Mudukuti vs the world's war criminals

When in Rome: Angela Mudukuti's fight for the victims of injustice pits her against powerful and intractable forces. (Photo: Madelene Cronjé)

When in Rome: Angela Mudukuti's fight for the victims of injustice pits her against powerful and intractable forces. (Photo: Madelene Cronjé)

By the age of 28, most millennials have finished university, settled for a job that they don’t really like and, according to research released by Pew Research in July, moved back in with their parents. 
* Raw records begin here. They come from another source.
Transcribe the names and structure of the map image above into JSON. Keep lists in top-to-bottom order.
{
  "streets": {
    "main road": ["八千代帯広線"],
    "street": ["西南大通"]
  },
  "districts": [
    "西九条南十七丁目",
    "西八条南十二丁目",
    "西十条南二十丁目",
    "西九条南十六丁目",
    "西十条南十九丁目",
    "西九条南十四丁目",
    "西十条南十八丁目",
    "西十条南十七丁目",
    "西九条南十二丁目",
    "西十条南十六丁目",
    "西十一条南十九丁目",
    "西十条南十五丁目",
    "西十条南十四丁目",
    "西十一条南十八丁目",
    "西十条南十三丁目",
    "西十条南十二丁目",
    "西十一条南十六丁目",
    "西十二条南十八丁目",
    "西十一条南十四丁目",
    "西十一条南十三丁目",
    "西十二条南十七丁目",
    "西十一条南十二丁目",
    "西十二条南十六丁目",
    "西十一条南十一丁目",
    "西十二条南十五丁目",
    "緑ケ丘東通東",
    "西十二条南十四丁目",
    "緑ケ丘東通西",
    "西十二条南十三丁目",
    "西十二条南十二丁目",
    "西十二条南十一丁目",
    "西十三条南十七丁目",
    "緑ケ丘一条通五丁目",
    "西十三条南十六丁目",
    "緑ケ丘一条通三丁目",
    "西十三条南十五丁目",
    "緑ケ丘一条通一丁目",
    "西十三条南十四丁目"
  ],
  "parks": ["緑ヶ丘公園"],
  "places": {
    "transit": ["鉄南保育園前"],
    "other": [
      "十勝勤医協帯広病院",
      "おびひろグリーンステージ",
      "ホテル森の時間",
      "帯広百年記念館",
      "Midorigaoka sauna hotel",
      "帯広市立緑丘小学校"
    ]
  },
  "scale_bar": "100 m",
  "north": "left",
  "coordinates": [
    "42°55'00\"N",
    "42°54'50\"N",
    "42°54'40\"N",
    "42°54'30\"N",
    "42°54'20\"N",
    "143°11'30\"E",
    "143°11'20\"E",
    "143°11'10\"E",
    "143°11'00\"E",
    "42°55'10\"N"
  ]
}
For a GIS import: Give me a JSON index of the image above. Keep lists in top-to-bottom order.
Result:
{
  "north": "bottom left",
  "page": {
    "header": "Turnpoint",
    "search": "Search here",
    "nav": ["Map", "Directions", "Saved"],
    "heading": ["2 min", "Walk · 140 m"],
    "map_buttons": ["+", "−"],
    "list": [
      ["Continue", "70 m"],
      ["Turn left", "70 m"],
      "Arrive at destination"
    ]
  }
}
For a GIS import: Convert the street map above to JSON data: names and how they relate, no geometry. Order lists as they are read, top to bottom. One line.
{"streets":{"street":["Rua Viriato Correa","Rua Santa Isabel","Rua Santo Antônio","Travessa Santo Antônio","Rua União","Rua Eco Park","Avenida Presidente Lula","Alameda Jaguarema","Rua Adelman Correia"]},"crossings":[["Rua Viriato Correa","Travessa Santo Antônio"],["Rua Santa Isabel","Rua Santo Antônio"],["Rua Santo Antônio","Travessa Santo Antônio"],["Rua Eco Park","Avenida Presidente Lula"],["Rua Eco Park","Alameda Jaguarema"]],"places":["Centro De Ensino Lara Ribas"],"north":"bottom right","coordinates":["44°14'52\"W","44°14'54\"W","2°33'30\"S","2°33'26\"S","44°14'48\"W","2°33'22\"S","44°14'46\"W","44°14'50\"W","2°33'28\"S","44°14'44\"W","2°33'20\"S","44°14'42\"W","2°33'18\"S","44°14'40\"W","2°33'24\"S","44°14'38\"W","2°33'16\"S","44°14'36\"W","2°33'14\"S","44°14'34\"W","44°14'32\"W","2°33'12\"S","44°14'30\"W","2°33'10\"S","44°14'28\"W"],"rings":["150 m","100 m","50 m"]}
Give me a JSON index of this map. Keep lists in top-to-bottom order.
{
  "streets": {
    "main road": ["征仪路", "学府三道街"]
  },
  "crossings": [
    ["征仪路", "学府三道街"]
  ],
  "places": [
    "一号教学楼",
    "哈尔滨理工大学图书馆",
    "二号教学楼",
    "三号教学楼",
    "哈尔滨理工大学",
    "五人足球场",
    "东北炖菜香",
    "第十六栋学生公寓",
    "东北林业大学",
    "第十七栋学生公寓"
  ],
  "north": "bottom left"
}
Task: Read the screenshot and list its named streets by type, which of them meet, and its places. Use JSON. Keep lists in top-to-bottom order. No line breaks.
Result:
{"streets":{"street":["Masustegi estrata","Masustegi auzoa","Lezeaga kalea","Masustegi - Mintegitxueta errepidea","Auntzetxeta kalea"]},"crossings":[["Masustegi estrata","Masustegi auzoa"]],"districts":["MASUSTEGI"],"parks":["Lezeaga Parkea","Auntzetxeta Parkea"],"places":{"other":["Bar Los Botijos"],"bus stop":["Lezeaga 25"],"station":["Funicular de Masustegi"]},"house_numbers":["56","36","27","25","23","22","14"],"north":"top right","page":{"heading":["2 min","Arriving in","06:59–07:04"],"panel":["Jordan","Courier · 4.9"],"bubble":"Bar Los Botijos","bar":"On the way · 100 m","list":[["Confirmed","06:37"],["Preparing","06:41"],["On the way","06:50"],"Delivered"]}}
Angela Mudukuti is more ambitious. 

At the age of 28, she has worked for the International Criminal Court (ICC), studied under the tutelage of the “godfather of the Rome Statute”, successfully sued the South African government for allowing a wanted war criminal to escape the country, and is taking on a precedent-setting court challenge seeking justice for a victim of apartheid’s Security Branch. 

She is an international criminal lawyer at the Southern African Litigation Centre (SALC) and, recently, was the driving force behind the court challenge that saw the government interdicted from letting Sudanese President Omar al-Bashir leave the country. He is wanted by the ICC for several war crimes, including genocide. 

The litigation centre obtained an interim interdict, which should have prevented the government from allowing al-Bashir to leave. But he did, in spite of the court order, which earned the government a stern rebuke by a full Bench of the high court in Pretoria. The government is appealing the interdict. 

In the wake of the controversy, the ANC denounced the ICC and harshly criticised the judiciary. 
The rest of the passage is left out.